I though "the dark side" was N**** only. And the rest would be just some sect


----------



## Random Orbits (May 16, 2019)

Normalnorm said:


> No camera really does. I have been frustrated with AF since the first EOS 630. Like any auto process, it can, and frequently does, make an automatic error. The mirrorless camera EVFs demonstrate their error facility when used in exposure simulation mode and any auto exposure mode. As you move the camera around you can easily see how it will change exposure to unacceptable settings with just a small inclusion of light or dark areas.
> 
> My only solution is back button focus as so many situations are rarely a single subject in the field of view. Even then I have had the camera jump to the background on a random frame.



Thanks!

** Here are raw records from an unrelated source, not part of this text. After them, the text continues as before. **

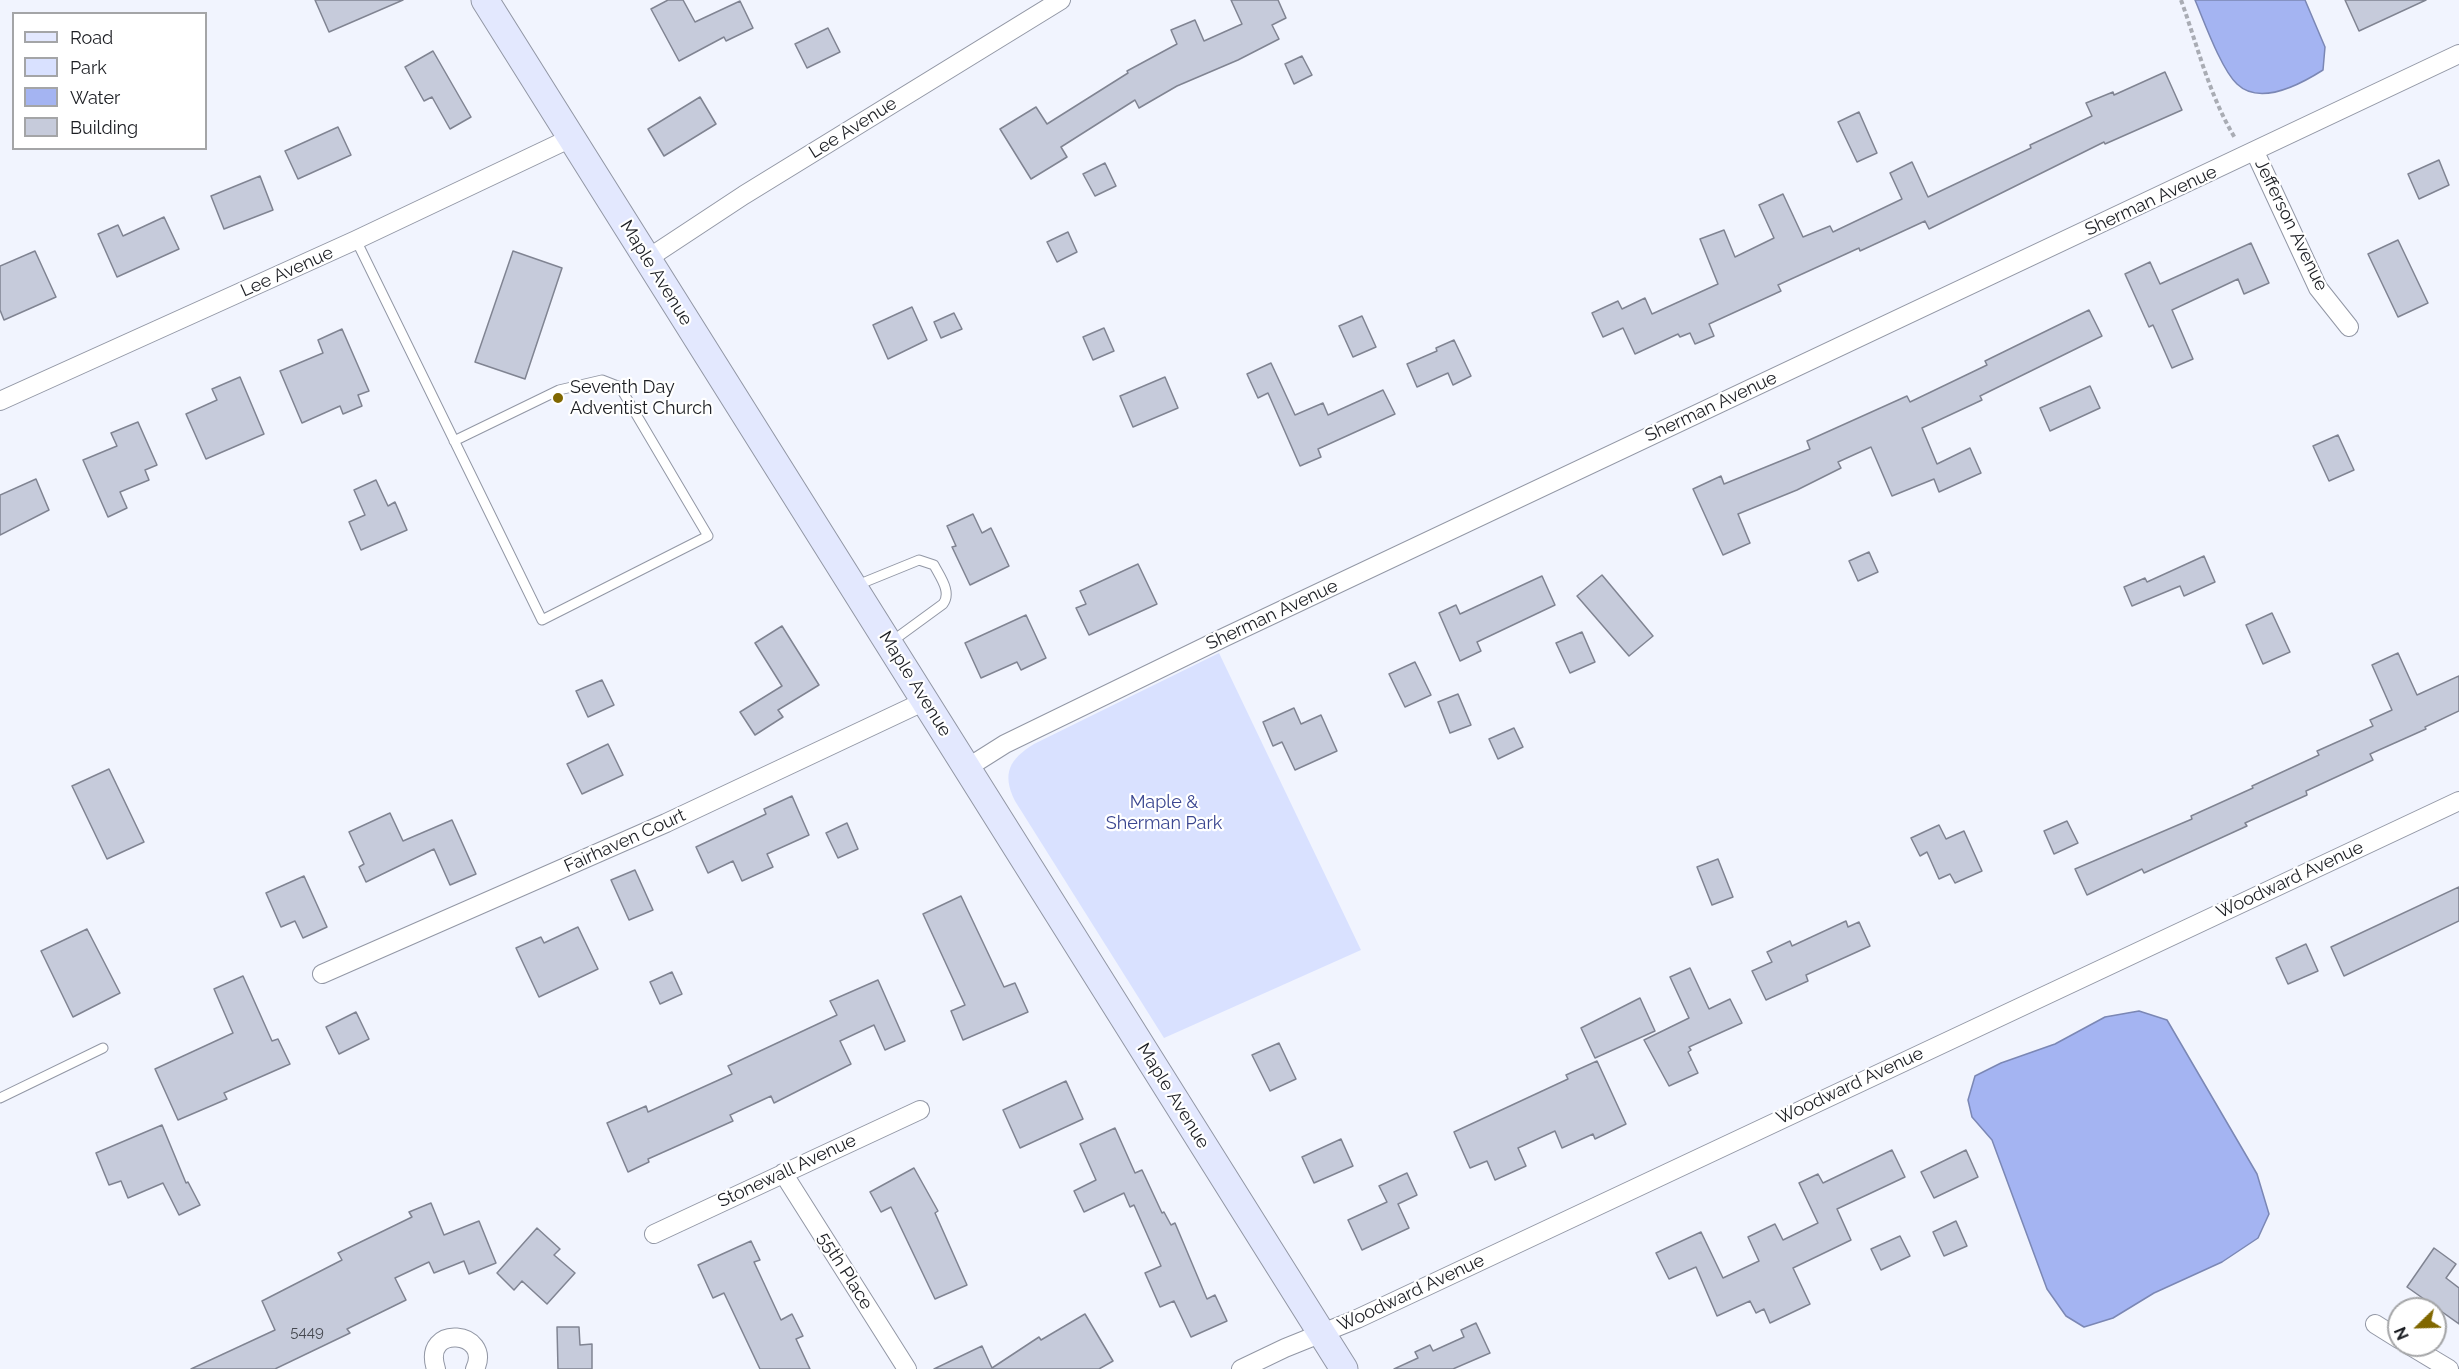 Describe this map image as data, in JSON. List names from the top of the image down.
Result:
{
  "streets": {
    "main road": ["Maple Avenue"],
    "street": [
      "Lee Avenue",
      "Sherman Avenue",
      "Jefferson Avenue",
      "Fairhaven Court",
      "Woodward Avenue",
      "Stonewall Avenue",
      "55th Place"
    ]
  },
  "crossings": [
    ["Lee Avenue", "Maple Avenue"],
    ["Sherman Avenue", "Jefferson Avenue"],
    ["Sherman Avenue", "Maple Avenue"],
    ["Maple Avenue", "Fairhaven Court"],
    ["Maple Avenue", "Woodward Avenue"],
    ["Stonewall Avenue", "55th Place"]
  ],
  "parks": ["Maple & Sherman Park"],
  "places": ["Seventh Day Adventist Church"],
  "house_numbers": ["5449"],
  "legend": [
    "Road",
    "Park",
    "Water",
    "Building"
  ],
  "north": "bottom left"
}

I'm now less tempted by the claims of the A9's awesome AF. Yes, the frame rate/black out rate could be improved for the R/RP, but I'd still be stuck with fighting the camera to get it to focus where I want.


----------



## JPAZ (May 16, 2019)

Maximilian said:


> As I shoot a lot of movement (children, animals):
> What do you think of the EVF? Delay? Etc.?



I have found the FPS to be more limiting than the EVF. Taking shots of active grandkids has not been a major issue. I honestly have not noticed a big problem with the refresh rate. But, since I've not done any sporting events or BIF with it, can't say how much an issue this can be in some circumstances. This, of course, is offset by the size and ease of grabbing the RP + RF 24-105 and going........ 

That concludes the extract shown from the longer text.